Collected data:
□ □ □ □ □
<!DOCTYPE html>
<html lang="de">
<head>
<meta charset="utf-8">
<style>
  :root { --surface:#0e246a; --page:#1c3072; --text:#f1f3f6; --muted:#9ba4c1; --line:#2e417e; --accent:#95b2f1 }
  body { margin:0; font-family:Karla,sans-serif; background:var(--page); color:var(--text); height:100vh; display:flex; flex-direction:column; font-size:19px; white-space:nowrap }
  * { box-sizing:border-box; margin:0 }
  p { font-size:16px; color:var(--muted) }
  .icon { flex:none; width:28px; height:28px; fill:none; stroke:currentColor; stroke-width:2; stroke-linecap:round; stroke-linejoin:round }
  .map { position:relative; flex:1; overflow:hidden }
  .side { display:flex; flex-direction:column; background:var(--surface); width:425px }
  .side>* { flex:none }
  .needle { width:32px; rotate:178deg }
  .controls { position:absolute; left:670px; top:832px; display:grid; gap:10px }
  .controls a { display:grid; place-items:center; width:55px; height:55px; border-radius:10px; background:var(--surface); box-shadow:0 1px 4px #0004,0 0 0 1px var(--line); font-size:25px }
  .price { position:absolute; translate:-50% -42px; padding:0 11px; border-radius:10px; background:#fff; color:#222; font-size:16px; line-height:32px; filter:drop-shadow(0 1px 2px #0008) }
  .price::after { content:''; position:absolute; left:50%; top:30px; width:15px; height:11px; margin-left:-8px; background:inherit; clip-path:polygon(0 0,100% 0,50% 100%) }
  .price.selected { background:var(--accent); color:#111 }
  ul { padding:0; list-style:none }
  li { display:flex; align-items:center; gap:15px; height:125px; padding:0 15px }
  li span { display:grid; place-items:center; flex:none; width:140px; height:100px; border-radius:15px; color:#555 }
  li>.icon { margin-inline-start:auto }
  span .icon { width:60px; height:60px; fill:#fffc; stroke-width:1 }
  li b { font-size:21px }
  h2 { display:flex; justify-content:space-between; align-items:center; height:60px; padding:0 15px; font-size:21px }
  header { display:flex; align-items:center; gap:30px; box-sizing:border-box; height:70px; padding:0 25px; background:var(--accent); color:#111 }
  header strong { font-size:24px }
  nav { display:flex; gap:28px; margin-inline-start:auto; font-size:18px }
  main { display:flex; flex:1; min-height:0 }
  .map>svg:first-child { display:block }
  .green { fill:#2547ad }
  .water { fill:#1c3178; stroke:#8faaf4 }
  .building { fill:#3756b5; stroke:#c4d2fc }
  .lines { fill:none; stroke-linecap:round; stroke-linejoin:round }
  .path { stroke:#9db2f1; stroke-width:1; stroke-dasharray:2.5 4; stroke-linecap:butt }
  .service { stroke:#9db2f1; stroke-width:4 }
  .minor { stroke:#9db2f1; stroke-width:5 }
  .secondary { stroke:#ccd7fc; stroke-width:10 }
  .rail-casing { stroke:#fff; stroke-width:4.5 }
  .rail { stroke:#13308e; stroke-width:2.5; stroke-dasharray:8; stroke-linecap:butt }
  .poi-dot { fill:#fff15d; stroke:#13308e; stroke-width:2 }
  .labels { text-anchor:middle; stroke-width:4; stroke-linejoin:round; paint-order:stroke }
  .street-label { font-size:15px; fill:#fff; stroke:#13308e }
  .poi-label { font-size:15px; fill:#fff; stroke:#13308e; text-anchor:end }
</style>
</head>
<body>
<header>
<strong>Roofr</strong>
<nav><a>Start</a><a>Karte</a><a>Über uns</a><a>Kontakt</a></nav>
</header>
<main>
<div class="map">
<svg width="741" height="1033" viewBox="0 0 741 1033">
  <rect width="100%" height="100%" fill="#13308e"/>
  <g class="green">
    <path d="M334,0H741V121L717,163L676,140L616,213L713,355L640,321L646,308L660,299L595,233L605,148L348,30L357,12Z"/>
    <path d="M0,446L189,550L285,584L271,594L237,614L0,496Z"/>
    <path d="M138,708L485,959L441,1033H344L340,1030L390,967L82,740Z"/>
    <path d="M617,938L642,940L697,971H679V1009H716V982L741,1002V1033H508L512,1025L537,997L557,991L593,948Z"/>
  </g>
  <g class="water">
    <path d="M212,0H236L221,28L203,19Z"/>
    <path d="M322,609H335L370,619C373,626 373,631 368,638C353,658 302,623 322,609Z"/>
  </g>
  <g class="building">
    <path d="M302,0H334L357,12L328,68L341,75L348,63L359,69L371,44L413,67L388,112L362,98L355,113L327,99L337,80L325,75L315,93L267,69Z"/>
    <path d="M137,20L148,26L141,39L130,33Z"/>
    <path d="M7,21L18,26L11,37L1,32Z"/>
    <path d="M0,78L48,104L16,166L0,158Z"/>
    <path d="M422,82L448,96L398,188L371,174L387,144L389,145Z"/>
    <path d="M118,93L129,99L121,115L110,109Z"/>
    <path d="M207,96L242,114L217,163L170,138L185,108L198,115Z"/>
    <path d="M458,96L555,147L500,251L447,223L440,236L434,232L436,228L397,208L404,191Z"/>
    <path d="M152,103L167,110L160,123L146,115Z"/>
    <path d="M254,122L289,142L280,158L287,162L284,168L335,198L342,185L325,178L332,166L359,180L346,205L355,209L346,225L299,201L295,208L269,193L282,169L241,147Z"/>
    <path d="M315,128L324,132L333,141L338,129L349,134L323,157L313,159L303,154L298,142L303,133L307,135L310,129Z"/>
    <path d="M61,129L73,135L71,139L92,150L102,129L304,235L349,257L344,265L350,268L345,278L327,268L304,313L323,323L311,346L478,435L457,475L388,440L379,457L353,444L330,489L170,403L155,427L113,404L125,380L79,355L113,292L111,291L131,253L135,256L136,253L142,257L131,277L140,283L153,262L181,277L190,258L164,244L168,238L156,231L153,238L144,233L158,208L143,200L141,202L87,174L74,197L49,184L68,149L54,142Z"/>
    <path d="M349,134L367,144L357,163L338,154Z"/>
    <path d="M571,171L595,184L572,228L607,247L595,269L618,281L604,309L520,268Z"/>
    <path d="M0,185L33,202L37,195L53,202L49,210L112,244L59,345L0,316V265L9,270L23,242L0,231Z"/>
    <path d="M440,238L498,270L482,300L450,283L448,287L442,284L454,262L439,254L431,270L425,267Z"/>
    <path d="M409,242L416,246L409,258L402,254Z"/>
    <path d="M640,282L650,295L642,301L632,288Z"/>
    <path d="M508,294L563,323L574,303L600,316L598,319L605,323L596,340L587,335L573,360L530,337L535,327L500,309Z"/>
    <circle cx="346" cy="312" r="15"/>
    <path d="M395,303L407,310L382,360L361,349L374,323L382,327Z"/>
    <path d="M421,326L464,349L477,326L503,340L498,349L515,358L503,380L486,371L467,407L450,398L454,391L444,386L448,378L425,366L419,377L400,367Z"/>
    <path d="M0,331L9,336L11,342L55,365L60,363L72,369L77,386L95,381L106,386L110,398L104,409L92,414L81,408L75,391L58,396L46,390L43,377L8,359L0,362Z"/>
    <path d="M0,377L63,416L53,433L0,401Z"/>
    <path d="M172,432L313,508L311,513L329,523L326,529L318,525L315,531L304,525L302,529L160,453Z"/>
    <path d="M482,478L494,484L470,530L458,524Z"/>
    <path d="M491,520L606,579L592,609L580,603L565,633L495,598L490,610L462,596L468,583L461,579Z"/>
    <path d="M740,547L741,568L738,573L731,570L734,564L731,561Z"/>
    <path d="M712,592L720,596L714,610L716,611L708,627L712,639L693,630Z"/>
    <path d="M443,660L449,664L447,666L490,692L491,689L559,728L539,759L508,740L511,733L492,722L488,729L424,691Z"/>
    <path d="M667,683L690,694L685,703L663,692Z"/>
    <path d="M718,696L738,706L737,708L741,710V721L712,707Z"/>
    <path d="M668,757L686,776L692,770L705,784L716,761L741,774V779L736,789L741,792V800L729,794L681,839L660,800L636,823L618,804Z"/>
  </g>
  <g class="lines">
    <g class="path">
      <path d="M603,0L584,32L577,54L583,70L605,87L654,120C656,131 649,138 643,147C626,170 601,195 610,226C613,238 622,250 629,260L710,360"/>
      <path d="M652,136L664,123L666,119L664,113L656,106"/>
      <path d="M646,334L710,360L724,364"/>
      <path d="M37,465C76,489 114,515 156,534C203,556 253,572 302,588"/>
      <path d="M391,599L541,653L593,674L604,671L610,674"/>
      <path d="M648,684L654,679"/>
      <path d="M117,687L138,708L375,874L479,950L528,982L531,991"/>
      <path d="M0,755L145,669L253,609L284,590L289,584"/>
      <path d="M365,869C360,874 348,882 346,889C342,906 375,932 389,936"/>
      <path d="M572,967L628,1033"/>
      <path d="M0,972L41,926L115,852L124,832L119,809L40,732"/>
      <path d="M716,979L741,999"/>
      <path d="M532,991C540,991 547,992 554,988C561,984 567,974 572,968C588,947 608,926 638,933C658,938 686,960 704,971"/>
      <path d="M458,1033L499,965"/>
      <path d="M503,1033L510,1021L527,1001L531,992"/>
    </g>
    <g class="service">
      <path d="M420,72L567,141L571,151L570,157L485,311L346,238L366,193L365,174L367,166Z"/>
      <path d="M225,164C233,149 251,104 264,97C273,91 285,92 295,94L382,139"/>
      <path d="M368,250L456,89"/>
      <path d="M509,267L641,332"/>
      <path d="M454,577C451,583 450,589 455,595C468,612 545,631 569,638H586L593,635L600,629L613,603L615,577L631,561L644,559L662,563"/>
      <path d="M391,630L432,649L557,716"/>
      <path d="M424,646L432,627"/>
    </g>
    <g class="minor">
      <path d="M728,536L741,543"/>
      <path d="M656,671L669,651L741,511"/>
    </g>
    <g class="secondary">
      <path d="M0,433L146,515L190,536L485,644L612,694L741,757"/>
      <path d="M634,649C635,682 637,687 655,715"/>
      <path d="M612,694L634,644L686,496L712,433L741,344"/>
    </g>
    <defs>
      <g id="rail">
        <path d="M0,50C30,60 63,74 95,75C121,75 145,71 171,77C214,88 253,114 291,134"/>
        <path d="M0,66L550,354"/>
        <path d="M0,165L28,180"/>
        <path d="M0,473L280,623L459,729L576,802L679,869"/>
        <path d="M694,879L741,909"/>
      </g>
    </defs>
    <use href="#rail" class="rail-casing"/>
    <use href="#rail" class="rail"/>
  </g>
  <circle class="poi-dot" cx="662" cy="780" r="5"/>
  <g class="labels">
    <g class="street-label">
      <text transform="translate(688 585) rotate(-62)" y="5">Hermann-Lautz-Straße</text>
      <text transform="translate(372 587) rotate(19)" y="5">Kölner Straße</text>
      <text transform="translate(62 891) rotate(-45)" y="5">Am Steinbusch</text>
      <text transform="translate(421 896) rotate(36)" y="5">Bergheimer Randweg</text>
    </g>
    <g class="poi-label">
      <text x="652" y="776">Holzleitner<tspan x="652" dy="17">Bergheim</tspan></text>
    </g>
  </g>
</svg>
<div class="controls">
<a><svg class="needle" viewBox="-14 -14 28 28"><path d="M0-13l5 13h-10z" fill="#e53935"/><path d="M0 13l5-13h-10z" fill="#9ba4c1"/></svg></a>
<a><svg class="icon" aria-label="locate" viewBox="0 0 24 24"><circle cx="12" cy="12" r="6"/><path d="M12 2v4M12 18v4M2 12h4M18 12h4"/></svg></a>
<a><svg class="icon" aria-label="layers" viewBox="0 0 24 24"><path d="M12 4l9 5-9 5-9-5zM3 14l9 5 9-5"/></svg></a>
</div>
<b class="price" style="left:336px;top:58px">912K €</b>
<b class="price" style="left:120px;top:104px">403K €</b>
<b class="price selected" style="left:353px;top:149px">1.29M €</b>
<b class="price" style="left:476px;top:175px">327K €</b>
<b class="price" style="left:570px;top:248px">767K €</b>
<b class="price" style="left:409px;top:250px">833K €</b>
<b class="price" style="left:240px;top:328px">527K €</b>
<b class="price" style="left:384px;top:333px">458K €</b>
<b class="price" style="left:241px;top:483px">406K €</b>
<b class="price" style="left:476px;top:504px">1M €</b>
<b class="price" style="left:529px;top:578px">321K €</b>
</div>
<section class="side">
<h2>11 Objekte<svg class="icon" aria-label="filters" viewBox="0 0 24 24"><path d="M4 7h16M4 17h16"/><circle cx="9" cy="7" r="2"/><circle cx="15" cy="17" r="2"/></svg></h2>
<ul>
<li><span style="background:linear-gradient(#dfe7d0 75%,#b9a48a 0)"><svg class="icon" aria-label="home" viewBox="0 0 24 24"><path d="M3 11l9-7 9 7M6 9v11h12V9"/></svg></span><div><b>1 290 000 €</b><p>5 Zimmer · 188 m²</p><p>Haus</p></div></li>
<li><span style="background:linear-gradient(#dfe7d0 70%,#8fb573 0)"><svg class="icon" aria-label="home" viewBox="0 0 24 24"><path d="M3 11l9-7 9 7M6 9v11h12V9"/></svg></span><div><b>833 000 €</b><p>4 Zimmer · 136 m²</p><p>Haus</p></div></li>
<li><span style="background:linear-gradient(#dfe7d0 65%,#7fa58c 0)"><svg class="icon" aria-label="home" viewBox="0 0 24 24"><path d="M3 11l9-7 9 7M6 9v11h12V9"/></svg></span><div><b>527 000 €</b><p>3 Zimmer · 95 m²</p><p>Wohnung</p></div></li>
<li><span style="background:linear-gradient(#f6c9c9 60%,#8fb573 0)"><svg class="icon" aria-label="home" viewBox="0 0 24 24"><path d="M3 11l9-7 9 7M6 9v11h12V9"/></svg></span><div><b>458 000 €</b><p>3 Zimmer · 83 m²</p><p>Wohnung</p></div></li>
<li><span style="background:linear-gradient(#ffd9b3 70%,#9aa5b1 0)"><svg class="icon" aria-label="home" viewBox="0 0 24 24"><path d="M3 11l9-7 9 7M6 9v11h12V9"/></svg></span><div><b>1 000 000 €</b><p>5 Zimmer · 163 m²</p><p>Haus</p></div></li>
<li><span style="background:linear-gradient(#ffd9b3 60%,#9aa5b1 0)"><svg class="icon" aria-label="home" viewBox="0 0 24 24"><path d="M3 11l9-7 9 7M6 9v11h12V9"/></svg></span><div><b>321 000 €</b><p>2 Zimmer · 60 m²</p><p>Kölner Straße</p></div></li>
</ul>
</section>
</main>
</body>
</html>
□ □ □ □ □
= Exercise prompt =
The answer must be a verbatim transcription of the entries above, from the first line through the line that contains "display:grid; place-items:center; flex:none;", and nothing more.

= Exercise response =
<!DOCTYPE html>
<html lang="de">
<head>
<meta charset="utf-8">
<style>
  :root { --surface:#0e246a; --page:#1c3072; --text:#f1f3f6; --muted:#9ba4c1; --line:#2e417e; --accent:#95b2f1 }
  body { margin:0; font-family:Karla,sans-serif; background:var(--page); color:var(--text); height:100vh; display:flex; flex-direction:column; font-size:19px; white-space:nowrap }
  * { box-sizing:border-box; margin:0 }
  p { font-size:16px; color:var(--muted) }
  .icon { flex:none; width:28px; height:28px; fill:none; stroke:currentColor; stroke-width:2; stroke-linecap:round; stroke-linejoin:round }
  .map { position:relative; flex:1; overflow:hidden }
  .side { display:flex; flex-direction:column; background:var(--surface); width:425px }
  .side>* { flex:none }
  .needle { width:32px; rotate:178deg }
  .controls { position:absolute; left:670px; top:832px; display:grid; gap:10px }
  .controls a { display:grid; place-items:center; width:55px; height:55px; border-radius:10px; background:var(--surface); box-shadow:0 1px 4px #0004,0 0 0 1px var(--line); font-size:25px }
  .price { position:absolute; translate:-50% -42px; padding:0 11px; border-radius:10px; background:#fff; color:#222; font-size:16px; line-height:32px; filter:drop-shadow(0 1px 2px #0008) }
  .price::after { content:''; position:absolute; left:50%; top:30px; width:15px; height:11px; margin-left:-8px; background:inherit; clip-path:polygon(0 0,100% 0,50% 100%) }
  .price.selected { background:var(--accent); color:#111 }
  ul { padding:0; list-style:none }
  li { display:flex; align-items:center; gap:15px; height:125px; padding:0 15px }
  li span { display:grid; place-items:center; flex:none; width:140px; height:100px; border-radius:15px; color:#555 }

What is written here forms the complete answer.